- [RECORD EXTRACTS]
========
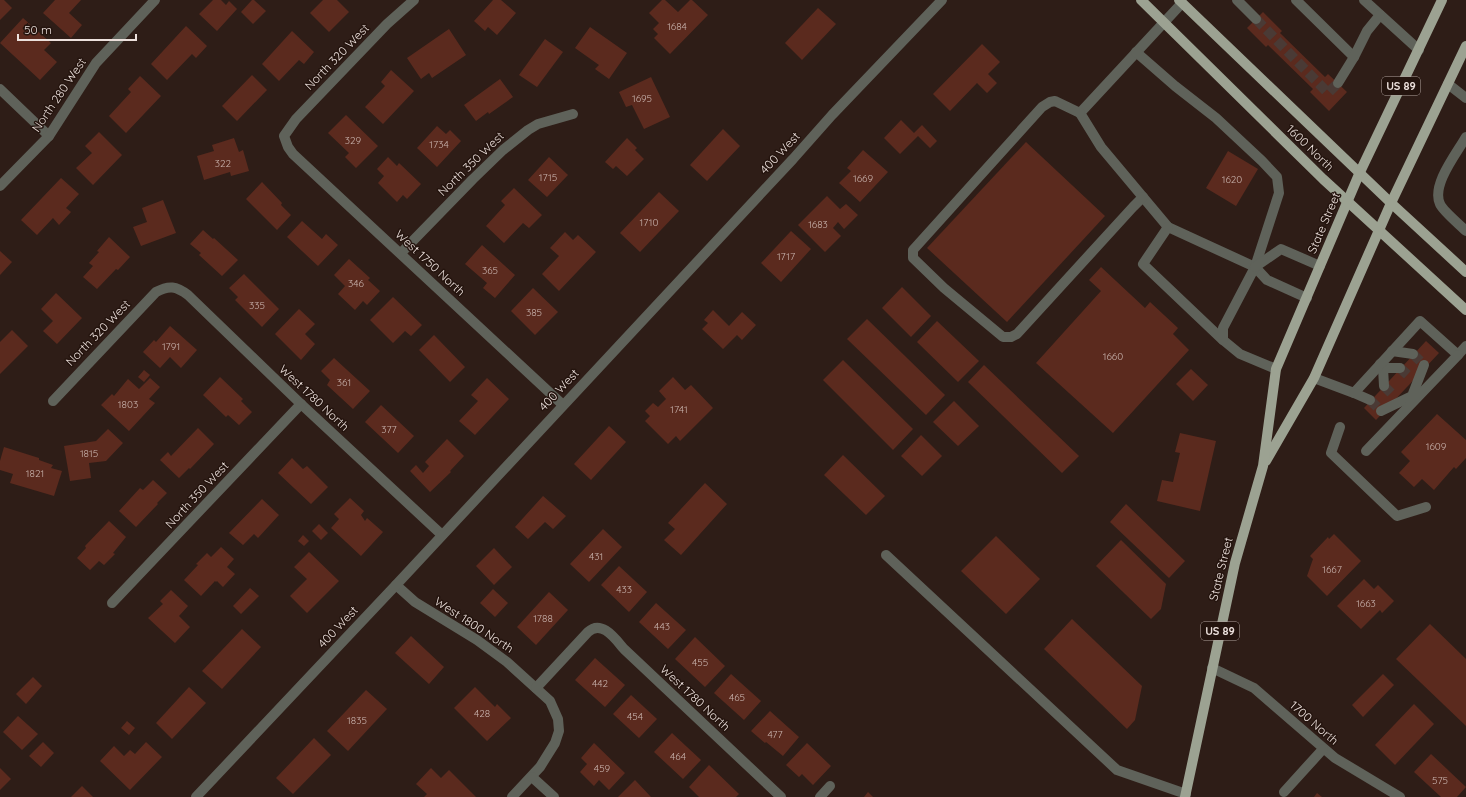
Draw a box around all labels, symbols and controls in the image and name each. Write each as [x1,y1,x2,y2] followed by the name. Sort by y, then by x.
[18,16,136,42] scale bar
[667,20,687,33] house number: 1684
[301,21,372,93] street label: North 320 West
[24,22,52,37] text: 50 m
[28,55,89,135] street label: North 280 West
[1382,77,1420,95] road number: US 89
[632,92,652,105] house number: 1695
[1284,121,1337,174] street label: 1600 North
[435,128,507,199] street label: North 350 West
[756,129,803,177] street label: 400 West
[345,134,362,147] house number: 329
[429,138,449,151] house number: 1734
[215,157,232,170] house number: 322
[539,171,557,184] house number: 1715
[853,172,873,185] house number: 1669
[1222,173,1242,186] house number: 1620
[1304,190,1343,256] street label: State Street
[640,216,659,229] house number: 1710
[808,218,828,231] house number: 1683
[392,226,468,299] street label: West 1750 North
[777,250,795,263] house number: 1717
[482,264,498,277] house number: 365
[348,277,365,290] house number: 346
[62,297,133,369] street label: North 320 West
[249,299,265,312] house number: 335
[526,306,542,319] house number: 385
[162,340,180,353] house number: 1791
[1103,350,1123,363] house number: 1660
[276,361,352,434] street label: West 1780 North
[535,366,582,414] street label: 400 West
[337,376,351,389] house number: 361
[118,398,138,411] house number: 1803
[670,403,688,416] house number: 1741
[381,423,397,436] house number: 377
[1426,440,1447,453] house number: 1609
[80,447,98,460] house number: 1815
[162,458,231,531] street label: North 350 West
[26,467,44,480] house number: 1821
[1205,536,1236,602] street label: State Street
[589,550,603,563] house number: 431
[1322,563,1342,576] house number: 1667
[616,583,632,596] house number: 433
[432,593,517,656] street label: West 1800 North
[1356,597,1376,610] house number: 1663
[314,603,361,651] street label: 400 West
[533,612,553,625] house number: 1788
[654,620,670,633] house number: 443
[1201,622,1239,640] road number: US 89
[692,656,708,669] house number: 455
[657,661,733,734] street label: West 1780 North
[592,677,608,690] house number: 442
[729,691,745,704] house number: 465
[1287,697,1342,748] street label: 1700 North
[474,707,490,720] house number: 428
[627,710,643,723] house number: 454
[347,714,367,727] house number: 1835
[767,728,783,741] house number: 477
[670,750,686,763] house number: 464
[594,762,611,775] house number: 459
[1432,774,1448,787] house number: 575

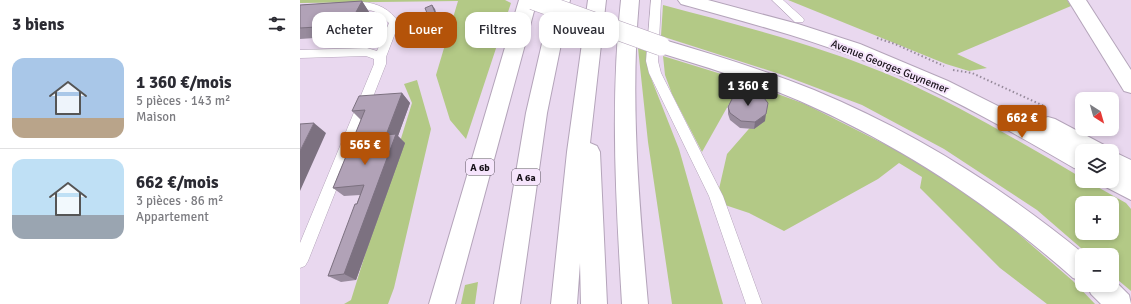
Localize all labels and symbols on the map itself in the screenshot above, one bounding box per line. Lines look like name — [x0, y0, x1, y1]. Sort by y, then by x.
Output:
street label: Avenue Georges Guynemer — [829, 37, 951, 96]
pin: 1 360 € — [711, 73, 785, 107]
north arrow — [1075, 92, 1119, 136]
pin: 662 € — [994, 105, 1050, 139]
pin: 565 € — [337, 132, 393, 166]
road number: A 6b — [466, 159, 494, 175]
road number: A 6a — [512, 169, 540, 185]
========
The lines you need are those containing "State"; find them in the records and copy them.

[1304,190,1343,256] street label: State Street
[1205,536,1236,602] street label: State Street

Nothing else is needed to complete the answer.